---------- RECORDS TO USE

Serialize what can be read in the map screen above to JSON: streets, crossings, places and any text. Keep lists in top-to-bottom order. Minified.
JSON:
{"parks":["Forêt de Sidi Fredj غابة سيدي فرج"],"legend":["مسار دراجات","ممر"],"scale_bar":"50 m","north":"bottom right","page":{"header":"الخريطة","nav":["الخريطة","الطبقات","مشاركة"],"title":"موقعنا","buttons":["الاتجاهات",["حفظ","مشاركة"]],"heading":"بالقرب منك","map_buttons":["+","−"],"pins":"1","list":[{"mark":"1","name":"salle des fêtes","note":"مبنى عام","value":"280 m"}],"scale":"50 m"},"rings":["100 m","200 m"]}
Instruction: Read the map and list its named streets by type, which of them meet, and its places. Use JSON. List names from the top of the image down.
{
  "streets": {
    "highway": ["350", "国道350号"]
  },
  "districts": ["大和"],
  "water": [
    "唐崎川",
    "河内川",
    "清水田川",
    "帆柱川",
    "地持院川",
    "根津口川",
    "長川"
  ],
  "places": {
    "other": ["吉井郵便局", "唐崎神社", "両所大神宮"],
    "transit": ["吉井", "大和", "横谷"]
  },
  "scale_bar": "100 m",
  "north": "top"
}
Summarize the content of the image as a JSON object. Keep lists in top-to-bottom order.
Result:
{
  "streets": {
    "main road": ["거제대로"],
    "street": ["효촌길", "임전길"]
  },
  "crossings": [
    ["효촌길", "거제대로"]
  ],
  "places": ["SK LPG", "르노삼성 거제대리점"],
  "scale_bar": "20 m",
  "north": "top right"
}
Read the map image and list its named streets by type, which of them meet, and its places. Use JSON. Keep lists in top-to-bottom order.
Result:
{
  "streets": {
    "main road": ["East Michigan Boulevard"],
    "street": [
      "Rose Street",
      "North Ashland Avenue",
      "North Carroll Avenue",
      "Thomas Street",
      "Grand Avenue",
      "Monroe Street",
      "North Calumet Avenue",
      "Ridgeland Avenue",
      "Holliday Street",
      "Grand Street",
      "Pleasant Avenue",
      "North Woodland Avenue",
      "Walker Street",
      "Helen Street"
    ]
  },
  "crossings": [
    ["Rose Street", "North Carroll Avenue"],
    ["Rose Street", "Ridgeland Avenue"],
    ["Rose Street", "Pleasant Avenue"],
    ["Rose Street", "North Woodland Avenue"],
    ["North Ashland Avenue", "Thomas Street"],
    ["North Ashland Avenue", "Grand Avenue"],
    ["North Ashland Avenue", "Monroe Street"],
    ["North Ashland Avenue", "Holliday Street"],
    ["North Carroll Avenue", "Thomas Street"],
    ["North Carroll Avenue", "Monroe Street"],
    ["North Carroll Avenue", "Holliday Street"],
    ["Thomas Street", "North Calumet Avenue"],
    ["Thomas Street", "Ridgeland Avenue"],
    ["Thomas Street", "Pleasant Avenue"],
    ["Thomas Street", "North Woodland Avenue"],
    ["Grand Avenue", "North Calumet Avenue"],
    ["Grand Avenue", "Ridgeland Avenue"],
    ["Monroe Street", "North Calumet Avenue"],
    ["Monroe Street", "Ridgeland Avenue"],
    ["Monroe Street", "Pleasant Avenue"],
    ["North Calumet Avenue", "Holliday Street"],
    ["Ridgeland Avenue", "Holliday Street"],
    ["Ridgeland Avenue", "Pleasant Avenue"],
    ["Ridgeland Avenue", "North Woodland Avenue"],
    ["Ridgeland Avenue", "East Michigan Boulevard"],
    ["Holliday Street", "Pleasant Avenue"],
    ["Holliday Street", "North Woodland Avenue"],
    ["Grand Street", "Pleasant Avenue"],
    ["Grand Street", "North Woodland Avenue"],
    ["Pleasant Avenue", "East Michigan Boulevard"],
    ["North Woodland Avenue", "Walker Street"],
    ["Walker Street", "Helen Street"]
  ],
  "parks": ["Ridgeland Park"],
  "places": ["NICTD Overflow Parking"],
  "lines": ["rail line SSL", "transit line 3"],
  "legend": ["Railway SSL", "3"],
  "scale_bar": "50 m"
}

--------------------

ACTIVITY
Line by line, retype all of the entries.

ANSWER BOX
Serialize what can be read in the map screen above to JSON: streets, crossings, places and any text. Keep lists in top-to-bottom order. Minified.
JSON:
{"parks":["Forêt de Sidi Fredj غابة سيدي فرج"],"legend":["مسار دراجات","ممر"],"scale_bar":"50 m","north":"bottom right","page":{"header":"الخريطة","nav":["الخريطة","الطبقات","مشاركة"],"title":"موقعنا","buttons":["الاتجاهات",["حفظ","مشاركة"]],"heading":"بالقرب منك","map_buttons":["+","−"],"pins":"1","list":[{"mark":"1","name":"salle des fêtes","note":"مبنى عام","value":"280 m"}],"scale":"50 m"},"rings":["100 m","200 m"]}
Instruction: Read the map and list its named streets by type, which of them meet, and its places. Use JSON. List names from the top of the image down.
{
  "streets": {
    "highway": ["350", "国道350号"]
  },
  "districts": ["大和"],
  "water": [
    "唐崎川",
    "河内川",
    "清水田川",
    "帆柱川",
    "地持院川",
    "根津口川",
    "長川"
  ],
  "places": {
    "other": ["吉井郵便局", "唐崎神社", "両所大神宮"],
    "transit": ["吉井", "大和", "横谷"]
  },
  "scale_bar": "100 m",
  "north": "top"
}
Summarize the content of the image as a JSON object. Keep lists in top-to-bottom order.
Result:
{
  "streets": {
    "main road": ["거제대로"],
    "street": ["효촌길", "임전길"]
  },
  "crossings": [
    ["효촌길", "거제대로"]
  ],
  "places": ["SK LPG", "르노삼성 거제대리점"],
  "scale_bar": "20 m",
  "north": "top right"
}
Read the map image and list its named streets by type, which of them meet, and its places. Use JSON. Keep lists in top-to-bottom order.
Result:
{
  "streets": {
    "main road": ["East Michigan Boulevard"],
    "street": [
      "Rose Street",
      "North Ashland Avenue",
      "North Carroll Avenue",
      "Thomas Street",
      "Grand Avenue",
      "Monroe Street",
      "North Calumet Avenue",
      "Ridgeland Avenue",
      "Holliday Street",
      "Grand Street",
      "Pleasant Avenue",
      "North Woodland Avenue",
      "Walker Street",
      "Helen Street"
    ]
  },
  "crossings": [
    ["Rose Street", "North Carroll Avenue"],
    ["Rose Street", "Ridgeland Avenue"],
    ["Rose Street", "Pleasant Avenue"],
    ["Rose Street", "North Woodland Avenue"],
    ["North Ashland Avenue", "Thomas Street"],
    ["North Ashland Avenue", "Grand Avenue"],
    ["North Ashland Avenue", "Monroe Street"],
    ["North Ashland Avenue", "Holliday Street"],
    ["North Carroll Avenue", "Thomas Street"],
    ["North Carroll Avenue", "Monroe Street"],
    ["North Carroll Avenue", "Holliday Street"],
    ["Thomas Street", "North Calumet Avenue"],
    ["Thomas Street", "Ridgeland Avenue"],
    ["Thomas Street", "Pleasant Avenue"],
    ["Thomas Street", "North Woodland Avenue"],
    ["Grand Avenue", "North Calumet Avenue"],
    ["Grand Avenue", "Ridgeland Avenue"],
    ["Monroe Street", "North Calumet Avenue"],
    ["Monroe Street", "Ridgeland Avenue"],
    ["Monroe Street", "Pleasant Avenue"],
    ["North Calumet Avenue", "Holliday Street"],
    ["Ridgeland Avenue", "Holliday Street"],
    ["Ridgeland Avenue", "Pleasant Avenue"],
    ["Ridgeland Avenue", "North Woodland Avenue"],
    ["Ridgeland Avenue", "East Michigan Boulevard"],
    ["Holliday Street", "Pleasant Avenue"],
    ["Holliday Street", "North Woodland Avenue"],
    ["Grand Street", "Pleasant Avenue"],
    ["Grand Street", "North Woodland Avenue"],
    ["Pleasant Avenue", "East Michigan Boulevard"],
    ["North Woodland Avenue", "Walker Street"],
    ["Walker Street", "Helen Street"]
  ],
  "parks": ["Ridgeland Park"],
  "places": ["NICTD Overflow Parking"],
  "lines": ["rail line SSL", "transit line 3"],
  "legend": ["Railway SSL", "3"],
  "scale_bar": "50 m"
}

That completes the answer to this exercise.